Yo! Are you hip
to these? Are you in the know?
Cause here's where Ego
Minis are made to go--
In Yo' Mouth!
Who needs a plate?
In Yo' Mouth!
Cause they're made to
fit your face!
In Yo' Mouth!
They're mega-yum.
In Yo' Mouth!
The taste is pure fun!
Walking down the corridors
of a middle school in suburban Massachusetts, the distinctive sound of
a television commercial stands out against the more traditional patter
of classroom noises. Inside, a teacher is leading a discussion about this
particular TV ad. A list of all the computer graphics and other images
appears on the blackboard-- more than 30 different descriptions-- written
in a student's handwriting.
"Who's the target
audience?" asks the teacher.
"Boys-- our age," responds
a student. "They only showed boys in this ad."
"And the music-- it was
like rap music, sung by boys," chimes in another.
"It's sung in a kind
of agressive way," the student continues. "And the words, 'In Yo'
Mouth'-- that reminds me of 'In Yo' Face!'"
"What's a synonym for
'In Yo' Face?'" asks the teacher, feigning ignorance.
The class erupts in laughter,
and a chorus of replies follow as children call out their synonyms. The
teacher flips open the thesaurus and adds some additional words: defiance,
bravado, dare.
The teacher changes the
pace. "In your notebooks, everybody take five minutes and write down
one or two reasons why the producer chose this phrase for the Lego Mini
Waffles campaign." Notebooks fly open, pens get located and students
get quickly down to writing. This is clearly something they have been
doing regularly in this class. After five minutes, he asks students
to read their ideas aloud. Six hands are in the air.
A dark-haired girl begins
to read. "The producer wants to show that eating Lego Mini Waffles is
a way of showing independence, being defiant."
"The producer wants kids
to think it's cool to eat breakfast on the run, not with a plate, not
sitting down," reads another student.
"The producer might want
to link Lego Mini Waffles with the attitude of 'In Yo' Face!' because
that daring attitude is so popular with kids nowadays," says another
boy.
After a few more such interpretations,
the teacher wraps up the lesson. "So sometimes commercials can use people's
feelings-- like defiance-- to link to their products.
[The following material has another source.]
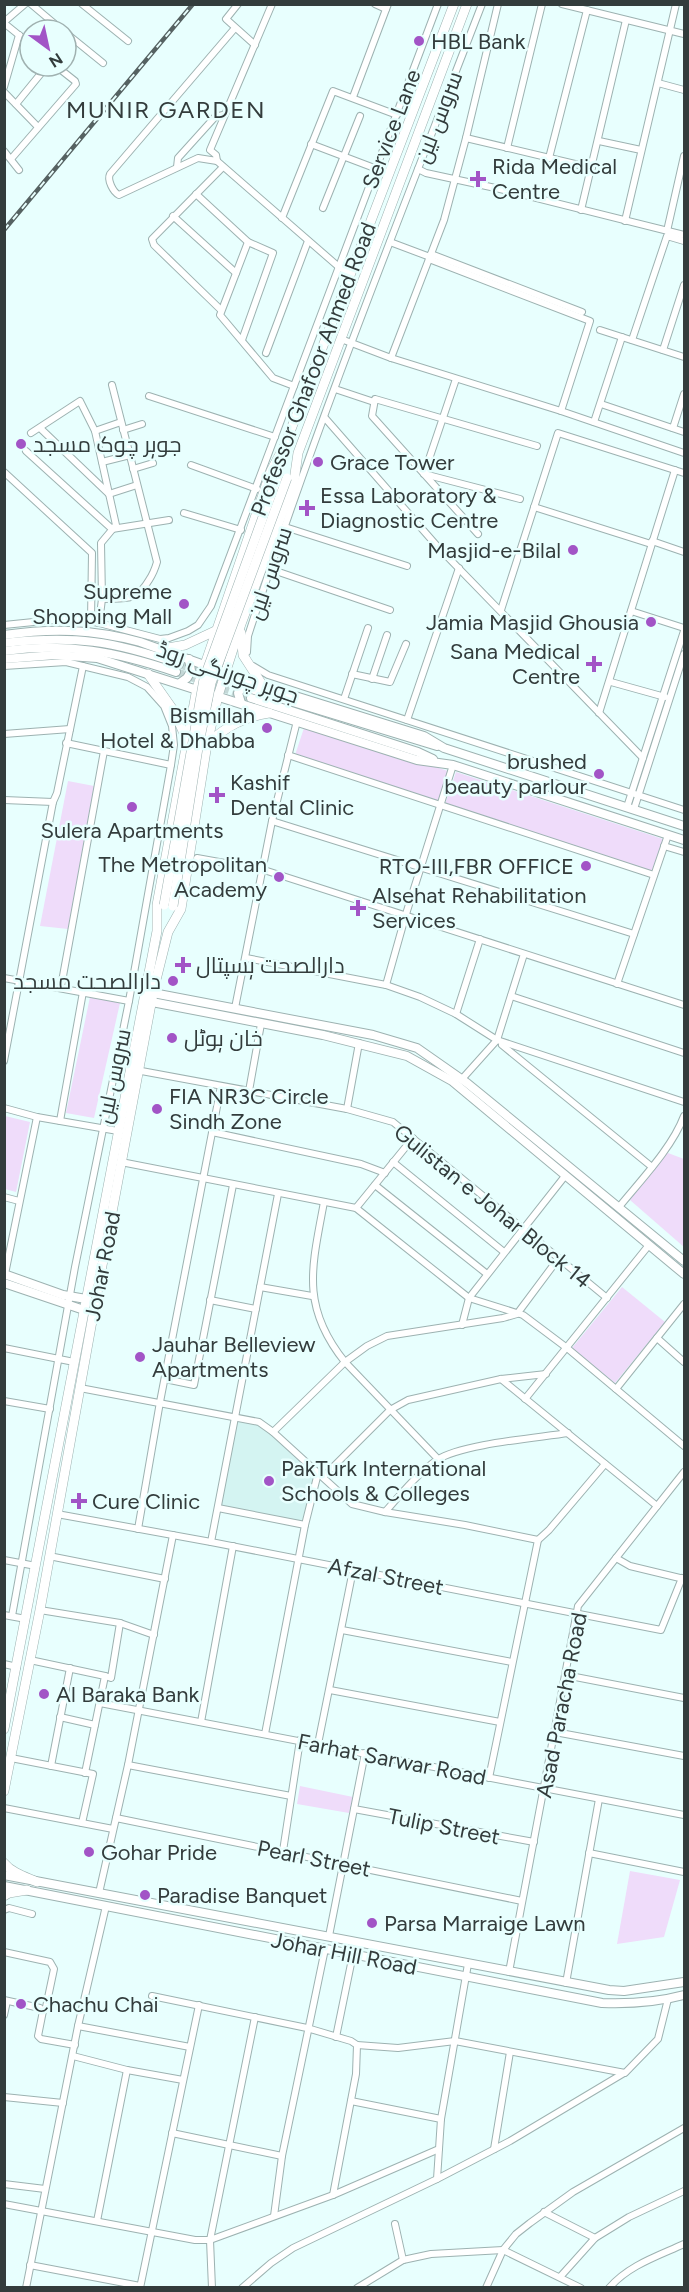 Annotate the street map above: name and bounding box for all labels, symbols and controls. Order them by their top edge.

For your critical
viewing project tonight at home, I'd like you to look for a commercial
that uses bravado, especially kids defying adults. If you find one,
write down the name of a commercial and be prepared to describe it to
us tomorrow."
Then, the teacher switches
gears to "Flowers for Algernon," the short story they're reading, as
the teacher notes Charly's growing defiance towards his new friends
at this point in the novel. The whole media literacy enterprise this
day, clearly a regular part of this middle school English classroom
routine, has taken up about ten minutes of the period.
Media Literacy in K
- 12 Education
In more and more classrooms
in the United States, educators are beginning to help students acquire
the skills they need to manage in a media-saturated environment, recognizing
that in its broadest sense, literacy must include the ability to skillfully
'read' and 'write' in a wide range of message forms, especially considering
the dominance of image-based electronic media. In fact, the powerful
concept of literacy was the driving force that led leaders in the media
literacy movement to adopt a comprehensive definition of media literacy
as "the ability to access, analyze, evaluate and produce communication
in a variety of forms" in a conference sponsored by the Aspen Institute
in 1992. Put simply, media literacy includes the skills of literacy
extended to all message forms, including those little black squiggles
on white paper. Media literacy includes reading and writing, speaking
and listening, critical viewing, and the ability to make your own messages
using a wide range of technologies, including audio technology, billboards,
cameras, camcorders, and computers. However, media literacy is not a
new subject area and it is not just about television: it is literacy
for the information age.
Educators find numerous
reasons to introduce media literacy as part of the curriculum. Some
see media literacy as a tool to build relevance into contemporary education,
building links between the classroom and the culture, so that students
will see how important themes and issues resonate in popular culture
as they do in the study of literature, history or social studies. Some
see media literacy as a citizenship survival skill, necessary to be
a thoughtful consumer and an effective citizen in a superhighway-driven
media age. Some see media literacy as a kind of protection for children
against the dangers and evils engendered by the excesses of television,
and they also see media literacy as an antidote to manipulation and
propaganda.
Others see media literacy
as a new kind of English education, learning to appreciate and analyze
ads and sitcoms and films with the same tools used to study poetry,
short story and the novel. And then there are those who see media literacy
as a way to give children the opportunity to tell their own stories
and better understand the power of those who shape the stories of our
culture and our times.
But there are other visions
of media literacy, more narrow and more problematic. Unfortunately,
some see media literacy as option for low-performing, underachieving
students whose interest can be piqued by TV and nothing else. Some see
it as a kind of vocational education, where kids can learn to make TV
and head for careers like the grownups they see on the screen. Some
see it as a chance to play with sophisticated electronic tools, like
character generators, video toasters and wave-form monitors. Still others
see media literacy as a way to make children aware of the web of "false
consciousness" that capitalism has woven into our psyches. Some think
media literacy is just about making "good choices" about what to watch
or read. And many simply think the curriculum is already too crowded
and teachers already too incompetent, burned-out or overburdened to
make room for media literacy. It is because American educators have
so many diverse perspectives on the benefits and value of media literacy
and the best strategies for implementation within public education that
its last twenty years of growth has been so slow.
In Europe, by contrast,
media literacy has gained some measure of official status within Great
Britain, Canada, Australia, Scotland, Spain and other nations, where
media literacy is required as part of the language arts program in grades
7 through 12. Most of the training American teachers now receive is
strongly patterned after models provided by British scholars, including
Len Masterman, David Buckingham, David Lusted, Cary Bazalgette as well
as British and Canadian teachers who have written about their experiences
teaching media analysis and media production to young people.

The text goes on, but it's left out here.